For the column “BP”, “adjusted” is for results for medication-adjusted mean arterial blood pressure, and “unadjusted” for unadjusted blood pressure for each cutoff fraction of occurrence in the bootstrapped CART.

For each method and mFDR cutoff, the first row presents the baseline R 2; “main” and “inter” refers to the increase or decrease in R 2 from “non-SNP.” Standard errors of the individual R 2 for each of the ten folds are presented within parentheses.

Because prediction is better for adjusted MAP than for unadjusted MAP, plausibly a search for features predictive of MAP would yield more of them if the outcome was adjusted. Thus, plausibly, a search for features using adjusted MAP is generous approach to finding them. If a feature is not discovered when MAP is adjusted, it may have particularly limited predictive value.

Inclusion of genome-wide SNPs as main effects did not significantly increase predictive power

Main effects of the SNPs that were chosen using the local false discovery rate machinery did not significantly improve R 2 either for medication-adjusted MAP or for unadjusted MAP (Table 2, “main”). Note that the standard errors given in Table 2 are likely to be underestimates due to correlation among the cross-validation sets. For adjusted MAP, the 10-fold cross-validation (same validation set for each fold as used in the previous subsection) of the prediction algorithm selected 49, 39, 48, and 49 SNPs in union, respectively for non-SNP cutoffs 1%, 5%, 10%, and 20%, with 18 of them common. For unadjusted MAP, the numbers were 48, 40, 48, and 68, among which 23 SNPs were shared. Between adjusted MAP and unadjusted MAP, there were 31, 22, 25, and 33 common SNPs for each of the cutoffs. No SNPs known previously to be, or thought to be, associated with SBP, DBP, and hypertension were found (see Table S3 for list of SNPs for adjusted MAP).

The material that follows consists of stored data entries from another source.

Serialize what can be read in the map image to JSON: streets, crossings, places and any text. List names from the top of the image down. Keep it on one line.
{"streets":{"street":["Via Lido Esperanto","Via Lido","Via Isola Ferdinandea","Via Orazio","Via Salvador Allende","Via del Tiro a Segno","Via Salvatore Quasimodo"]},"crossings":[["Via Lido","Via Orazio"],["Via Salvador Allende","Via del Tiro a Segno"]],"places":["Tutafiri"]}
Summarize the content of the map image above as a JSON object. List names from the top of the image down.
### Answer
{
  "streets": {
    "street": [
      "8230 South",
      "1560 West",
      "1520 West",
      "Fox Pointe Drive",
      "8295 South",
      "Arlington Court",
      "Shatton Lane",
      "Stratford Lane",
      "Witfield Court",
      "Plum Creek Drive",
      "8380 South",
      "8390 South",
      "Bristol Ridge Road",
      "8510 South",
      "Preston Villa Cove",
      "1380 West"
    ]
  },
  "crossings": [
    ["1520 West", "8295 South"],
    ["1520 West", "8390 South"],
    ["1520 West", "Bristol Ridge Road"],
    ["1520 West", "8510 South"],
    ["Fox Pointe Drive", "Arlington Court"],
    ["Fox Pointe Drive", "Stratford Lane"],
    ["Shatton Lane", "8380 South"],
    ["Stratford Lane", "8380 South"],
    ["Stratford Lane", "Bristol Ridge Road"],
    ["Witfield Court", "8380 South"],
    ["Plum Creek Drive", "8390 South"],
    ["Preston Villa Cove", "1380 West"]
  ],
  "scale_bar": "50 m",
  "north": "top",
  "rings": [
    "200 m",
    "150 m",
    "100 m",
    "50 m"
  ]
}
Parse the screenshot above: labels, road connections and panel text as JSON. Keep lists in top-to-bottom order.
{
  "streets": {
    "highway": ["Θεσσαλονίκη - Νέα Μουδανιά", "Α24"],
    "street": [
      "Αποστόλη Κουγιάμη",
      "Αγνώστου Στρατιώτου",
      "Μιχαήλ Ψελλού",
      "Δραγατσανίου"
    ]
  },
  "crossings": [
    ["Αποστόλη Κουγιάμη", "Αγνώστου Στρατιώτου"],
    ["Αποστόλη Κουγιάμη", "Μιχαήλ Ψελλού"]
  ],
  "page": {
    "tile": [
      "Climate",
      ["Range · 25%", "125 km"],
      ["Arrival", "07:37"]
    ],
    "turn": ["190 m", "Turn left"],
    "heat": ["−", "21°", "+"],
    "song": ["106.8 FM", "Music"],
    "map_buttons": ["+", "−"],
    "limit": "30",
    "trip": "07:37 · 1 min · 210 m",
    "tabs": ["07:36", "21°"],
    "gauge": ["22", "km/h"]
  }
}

Interaction effects due to SNPs may have been subsumed by the non-SNP features

Starting over the CART interaction selector, with the chosen SNPs added, also did not significantly improve R 2 (Table 2, “non-SNP first”, “mFDR = 0.2”, “inter”). At first glance, this “interaction” approach that includes gene-gene and gene-environment interactions seems slightly better than the “main effects only” approach of the previous subsection. In fact, the full procedure hardly found any SNPs: only two (rs1989858 and rs2316757, both in chromosome 17) appeared in the union of two 10-fold cross-validation experiments for adjusted and unadjusted MAP.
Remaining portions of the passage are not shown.